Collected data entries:
*** Begin section ***

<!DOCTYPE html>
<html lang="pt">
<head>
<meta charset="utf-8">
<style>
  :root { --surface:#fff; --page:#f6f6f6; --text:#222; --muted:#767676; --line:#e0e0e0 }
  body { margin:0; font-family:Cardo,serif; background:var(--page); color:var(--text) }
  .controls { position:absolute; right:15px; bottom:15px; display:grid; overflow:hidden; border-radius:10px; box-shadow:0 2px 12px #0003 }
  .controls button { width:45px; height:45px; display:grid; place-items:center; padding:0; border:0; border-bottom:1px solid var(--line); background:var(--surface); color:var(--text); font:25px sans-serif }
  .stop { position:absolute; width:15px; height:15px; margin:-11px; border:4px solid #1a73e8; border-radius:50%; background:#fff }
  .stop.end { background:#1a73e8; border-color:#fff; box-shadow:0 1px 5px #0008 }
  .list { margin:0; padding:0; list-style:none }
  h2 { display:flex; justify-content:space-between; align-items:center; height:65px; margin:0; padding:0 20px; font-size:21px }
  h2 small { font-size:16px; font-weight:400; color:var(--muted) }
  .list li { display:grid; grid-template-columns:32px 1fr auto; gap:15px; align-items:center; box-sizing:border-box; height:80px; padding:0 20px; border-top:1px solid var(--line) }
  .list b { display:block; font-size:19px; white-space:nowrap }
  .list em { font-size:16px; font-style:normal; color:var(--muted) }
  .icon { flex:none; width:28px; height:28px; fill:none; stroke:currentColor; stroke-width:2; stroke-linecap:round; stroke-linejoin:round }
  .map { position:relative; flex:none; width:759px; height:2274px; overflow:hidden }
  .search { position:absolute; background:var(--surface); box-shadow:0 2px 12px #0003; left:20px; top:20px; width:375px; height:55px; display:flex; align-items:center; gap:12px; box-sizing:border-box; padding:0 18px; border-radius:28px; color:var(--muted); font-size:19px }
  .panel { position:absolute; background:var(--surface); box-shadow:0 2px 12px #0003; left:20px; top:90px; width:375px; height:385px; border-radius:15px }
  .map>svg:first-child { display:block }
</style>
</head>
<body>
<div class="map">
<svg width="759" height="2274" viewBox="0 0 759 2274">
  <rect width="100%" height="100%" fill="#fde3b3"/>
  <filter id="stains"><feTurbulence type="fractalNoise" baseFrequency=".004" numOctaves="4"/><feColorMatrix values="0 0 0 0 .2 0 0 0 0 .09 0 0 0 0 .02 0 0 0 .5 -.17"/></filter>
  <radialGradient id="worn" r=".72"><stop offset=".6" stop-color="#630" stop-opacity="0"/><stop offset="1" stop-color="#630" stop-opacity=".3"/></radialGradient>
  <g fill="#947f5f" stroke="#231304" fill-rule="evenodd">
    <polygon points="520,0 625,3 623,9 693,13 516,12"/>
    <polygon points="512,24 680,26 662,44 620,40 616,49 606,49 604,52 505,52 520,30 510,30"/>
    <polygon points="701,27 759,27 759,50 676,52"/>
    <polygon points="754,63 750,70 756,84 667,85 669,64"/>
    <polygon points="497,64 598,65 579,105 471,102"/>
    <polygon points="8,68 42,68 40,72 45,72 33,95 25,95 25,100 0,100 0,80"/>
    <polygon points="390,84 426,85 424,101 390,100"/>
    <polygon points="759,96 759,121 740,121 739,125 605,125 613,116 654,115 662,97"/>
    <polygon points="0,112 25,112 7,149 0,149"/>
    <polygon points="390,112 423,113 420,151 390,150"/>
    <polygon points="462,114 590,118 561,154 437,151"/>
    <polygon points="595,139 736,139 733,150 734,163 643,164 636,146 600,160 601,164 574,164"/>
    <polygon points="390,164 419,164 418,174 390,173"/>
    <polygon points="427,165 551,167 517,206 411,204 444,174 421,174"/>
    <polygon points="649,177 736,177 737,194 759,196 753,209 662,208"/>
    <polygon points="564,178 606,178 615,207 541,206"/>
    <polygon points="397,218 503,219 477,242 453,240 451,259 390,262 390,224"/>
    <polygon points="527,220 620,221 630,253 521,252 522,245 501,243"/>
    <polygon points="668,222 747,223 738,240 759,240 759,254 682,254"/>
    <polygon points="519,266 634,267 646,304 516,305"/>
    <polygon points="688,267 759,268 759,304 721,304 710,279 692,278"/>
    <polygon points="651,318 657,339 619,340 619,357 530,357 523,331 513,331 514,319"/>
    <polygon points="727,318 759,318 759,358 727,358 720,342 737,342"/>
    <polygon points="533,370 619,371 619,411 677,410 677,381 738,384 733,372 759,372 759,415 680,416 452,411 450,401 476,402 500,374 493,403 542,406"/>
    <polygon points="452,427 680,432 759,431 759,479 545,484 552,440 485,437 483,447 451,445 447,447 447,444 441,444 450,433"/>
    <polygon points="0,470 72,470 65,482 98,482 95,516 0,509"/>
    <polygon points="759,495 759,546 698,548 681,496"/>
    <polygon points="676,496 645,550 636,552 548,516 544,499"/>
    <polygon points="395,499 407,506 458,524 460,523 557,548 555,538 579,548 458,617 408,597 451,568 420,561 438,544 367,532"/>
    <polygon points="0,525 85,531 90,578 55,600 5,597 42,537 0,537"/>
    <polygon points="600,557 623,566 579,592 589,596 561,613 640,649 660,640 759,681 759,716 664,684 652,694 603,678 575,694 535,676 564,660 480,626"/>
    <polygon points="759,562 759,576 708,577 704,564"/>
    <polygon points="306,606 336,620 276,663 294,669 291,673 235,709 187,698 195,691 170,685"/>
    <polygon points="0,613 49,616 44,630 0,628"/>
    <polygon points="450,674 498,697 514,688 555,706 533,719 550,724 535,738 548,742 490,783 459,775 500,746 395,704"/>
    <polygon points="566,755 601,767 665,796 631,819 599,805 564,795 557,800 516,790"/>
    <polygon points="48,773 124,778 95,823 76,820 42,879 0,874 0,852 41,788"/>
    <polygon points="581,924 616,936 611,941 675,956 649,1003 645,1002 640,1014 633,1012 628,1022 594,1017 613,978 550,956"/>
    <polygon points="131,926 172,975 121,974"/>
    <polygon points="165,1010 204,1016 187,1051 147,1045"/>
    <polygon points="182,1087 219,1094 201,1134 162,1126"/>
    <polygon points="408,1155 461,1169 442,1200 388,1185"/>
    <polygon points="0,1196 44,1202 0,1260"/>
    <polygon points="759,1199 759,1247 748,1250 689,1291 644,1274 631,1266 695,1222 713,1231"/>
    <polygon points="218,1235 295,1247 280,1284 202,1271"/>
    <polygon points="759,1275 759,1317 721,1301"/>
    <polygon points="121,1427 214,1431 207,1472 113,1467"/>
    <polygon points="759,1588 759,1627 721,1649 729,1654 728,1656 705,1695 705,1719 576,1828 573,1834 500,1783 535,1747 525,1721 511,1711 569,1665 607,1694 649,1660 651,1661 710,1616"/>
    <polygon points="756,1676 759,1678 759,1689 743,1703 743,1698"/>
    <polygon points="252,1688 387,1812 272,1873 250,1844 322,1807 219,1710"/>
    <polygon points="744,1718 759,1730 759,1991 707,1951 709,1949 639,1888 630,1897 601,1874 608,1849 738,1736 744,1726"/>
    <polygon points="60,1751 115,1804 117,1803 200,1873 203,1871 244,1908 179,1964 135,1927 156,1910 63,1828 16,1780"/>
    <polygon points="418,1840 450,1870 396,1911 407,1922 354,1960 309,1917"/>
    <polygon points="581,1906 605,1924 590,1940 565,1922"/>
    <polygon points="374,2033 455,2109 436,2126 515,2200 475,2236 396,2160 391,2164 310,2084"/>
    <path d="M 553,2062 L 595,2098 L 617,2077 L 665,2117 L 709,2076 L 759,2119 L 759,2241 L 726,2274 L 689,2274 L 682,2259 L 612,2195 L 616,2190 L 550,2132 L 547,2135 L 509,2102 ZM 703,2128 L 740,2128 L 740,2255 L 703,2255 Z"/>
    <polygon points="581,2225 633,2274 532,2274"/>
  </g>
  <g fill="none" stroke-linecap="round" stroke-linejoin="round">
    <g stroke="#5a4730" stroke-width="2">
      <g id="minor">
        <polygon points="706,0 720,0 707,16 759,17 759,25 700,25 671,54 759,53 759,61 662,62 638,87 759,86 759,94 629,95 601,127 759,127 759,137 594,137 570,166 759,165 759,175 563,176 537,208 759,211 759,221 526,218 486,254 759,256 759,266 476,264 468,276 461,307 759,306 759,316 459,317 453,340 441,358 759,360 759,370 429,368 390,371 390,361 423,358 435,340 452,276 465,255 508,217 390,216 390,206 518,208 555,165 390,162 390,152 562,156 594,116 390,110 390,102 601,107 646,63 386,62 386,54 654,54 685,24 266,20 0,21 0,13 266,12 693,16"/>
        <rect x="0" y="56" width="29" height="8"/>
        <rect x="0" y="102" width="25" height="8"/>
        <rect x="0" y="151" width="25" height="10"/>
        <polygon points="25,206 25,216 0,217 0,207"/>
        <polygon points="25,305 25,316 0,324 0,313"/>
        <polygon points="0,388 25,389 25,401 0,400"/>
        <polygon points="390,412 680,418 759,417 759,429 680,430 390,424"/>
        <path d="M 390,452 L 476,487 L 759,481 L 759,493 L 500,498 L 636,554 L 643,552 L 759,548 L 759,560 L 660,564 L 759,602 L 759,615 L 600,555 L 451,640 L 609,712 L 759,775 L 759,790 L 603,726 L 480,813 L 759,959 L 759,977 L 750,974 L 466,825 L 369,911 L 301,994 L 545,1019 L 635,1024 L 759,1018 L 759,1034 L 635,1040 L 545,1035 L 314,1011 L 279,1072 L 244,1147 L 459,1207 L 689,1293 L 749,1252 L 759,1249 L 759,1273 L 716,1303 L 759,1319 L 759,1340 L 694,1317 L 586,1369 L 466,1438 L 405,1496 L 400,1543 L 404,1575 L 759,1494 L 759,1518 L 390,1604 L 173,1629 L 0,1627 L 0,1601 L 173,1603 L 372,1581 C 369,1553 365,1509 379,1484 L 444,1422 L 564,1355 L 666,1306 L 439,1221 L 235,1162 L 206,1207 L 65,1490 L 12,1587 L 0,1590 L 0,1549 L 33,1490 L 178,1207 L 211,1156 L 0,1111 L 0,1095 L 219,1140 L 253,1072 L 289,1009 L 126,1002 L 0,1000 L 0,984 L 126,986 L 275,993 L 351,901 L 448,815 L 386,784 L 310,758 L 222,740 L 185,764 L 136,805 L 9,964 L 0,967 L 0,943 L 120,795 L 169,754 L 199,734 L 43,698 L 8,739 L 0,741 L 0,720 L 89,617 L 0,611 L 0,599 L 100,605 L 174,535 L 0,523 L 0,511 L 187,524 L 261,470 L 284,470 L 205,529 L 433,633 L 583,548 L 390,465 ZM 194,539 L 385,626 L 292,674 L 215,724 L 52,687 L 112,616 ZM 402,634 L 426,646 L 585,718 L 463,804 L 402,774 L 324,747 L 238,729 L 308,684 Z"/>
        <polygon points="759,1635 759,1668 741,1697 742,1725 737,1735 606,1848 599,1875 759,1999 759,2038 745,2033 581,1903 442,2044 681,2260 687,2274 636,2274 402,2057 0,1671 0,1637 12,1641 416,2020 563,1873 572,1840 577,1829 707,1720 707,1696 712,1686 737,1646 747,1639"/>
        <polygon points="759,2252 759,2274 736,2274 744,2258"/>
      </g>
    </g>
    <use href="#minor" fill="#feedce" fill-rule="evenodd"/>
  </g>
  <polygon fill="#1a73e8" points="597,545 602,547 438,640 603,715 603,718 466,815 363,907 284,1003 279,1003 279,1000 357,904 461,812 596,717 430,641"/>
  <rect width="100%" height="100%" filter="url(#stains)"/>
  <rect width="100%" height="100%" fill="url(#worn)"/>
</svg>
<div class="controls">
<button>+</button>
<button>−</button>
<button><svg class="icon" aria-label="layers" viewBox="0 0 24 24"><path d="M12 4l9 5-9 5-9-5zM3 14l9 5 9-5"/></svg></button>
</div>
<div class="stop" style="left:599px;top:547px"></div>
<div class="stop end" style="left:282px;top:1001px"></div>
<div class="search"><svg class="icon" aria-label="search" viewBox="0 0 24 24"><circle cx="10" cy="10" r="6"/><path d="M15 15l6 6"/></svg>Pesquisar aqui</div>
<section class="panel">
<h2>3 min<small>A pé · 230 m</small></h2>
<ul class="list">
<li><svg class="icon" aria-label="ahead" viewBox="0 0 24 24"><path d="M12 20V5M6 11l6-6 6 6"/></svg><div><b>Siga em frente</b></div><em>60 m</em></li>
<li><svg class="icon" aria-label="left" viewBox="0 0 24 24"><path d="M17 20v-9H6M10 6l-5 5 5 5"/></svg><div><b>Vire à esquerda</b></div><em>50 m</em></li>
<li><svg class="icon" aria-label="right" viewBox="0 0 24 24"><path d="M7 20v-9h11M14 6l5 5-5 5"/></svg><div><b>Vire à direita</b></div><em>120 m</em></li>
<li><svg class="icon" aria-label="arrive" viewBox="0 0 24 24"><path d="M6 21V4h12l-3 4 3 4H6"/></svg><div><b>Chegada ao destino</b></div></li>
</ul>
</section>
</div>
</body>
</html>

*** End section ***

HOW TO COMPLETE THIS TASK: After locating the line with "<button>−</button>", please repeat it and every line after it exactly, through the end of the data above.

EXERCISE OUTPUT:
<button>−</button>
<button><svg class="icon" aria-label="layers" viewBox="0 0 24 24"><path d="M12 4l9 5-9 5-9-5zM3 14l9 5 9-5"/></svg></button>
</div>
<div class="stop" style="left:599px;top:547px"></div>
<div class="stop end" style="left:282px;top:1001px"></div>
<div class="search"><svg class="icon" aria-label="search" viewBox="0 0 24 24"><circle cx="10" cy="10" r="6"/><path d="M15 15l6 6"/></svg>Pesquisar aqui</div>
<section class="panel">
<h2>3 min<small>A pé · 230 m</small></h2>
<ul class="list">
<li><svg class="icon" aria-label="ahead" viewBox="0 0 24 24"><path d="M12 20V5M6 11l6-6 6 6"/></svg><div><b>Siga em frente</b></div><em>60 m</em></li>
<li><svg class="icon" aria-label="left" viewBox="0 0 24 24"><path d="M17 20v-9H6M10 6l-5 5 5 5"/></svg><div><b>Vire à esquerda</b></div><em>50 m</em></li>
<li><svg class="icon" aria-label="right" viewBox="0 0 24 24"><path d="M7 20v-9h11M14 6l5 5-5 5"/></svg><div><b>Vire à direita</b></div><em>120 m</em></li>
<li><svg class="icon" aria-label="arrive" viewBox="0 0 24 24"><path d="M6 21V4h12l-3 4 3 4H6"/></svg><div><b>Chegada ao destino</b></div></li>
</ul>
</section>
</div>
</body>
</html>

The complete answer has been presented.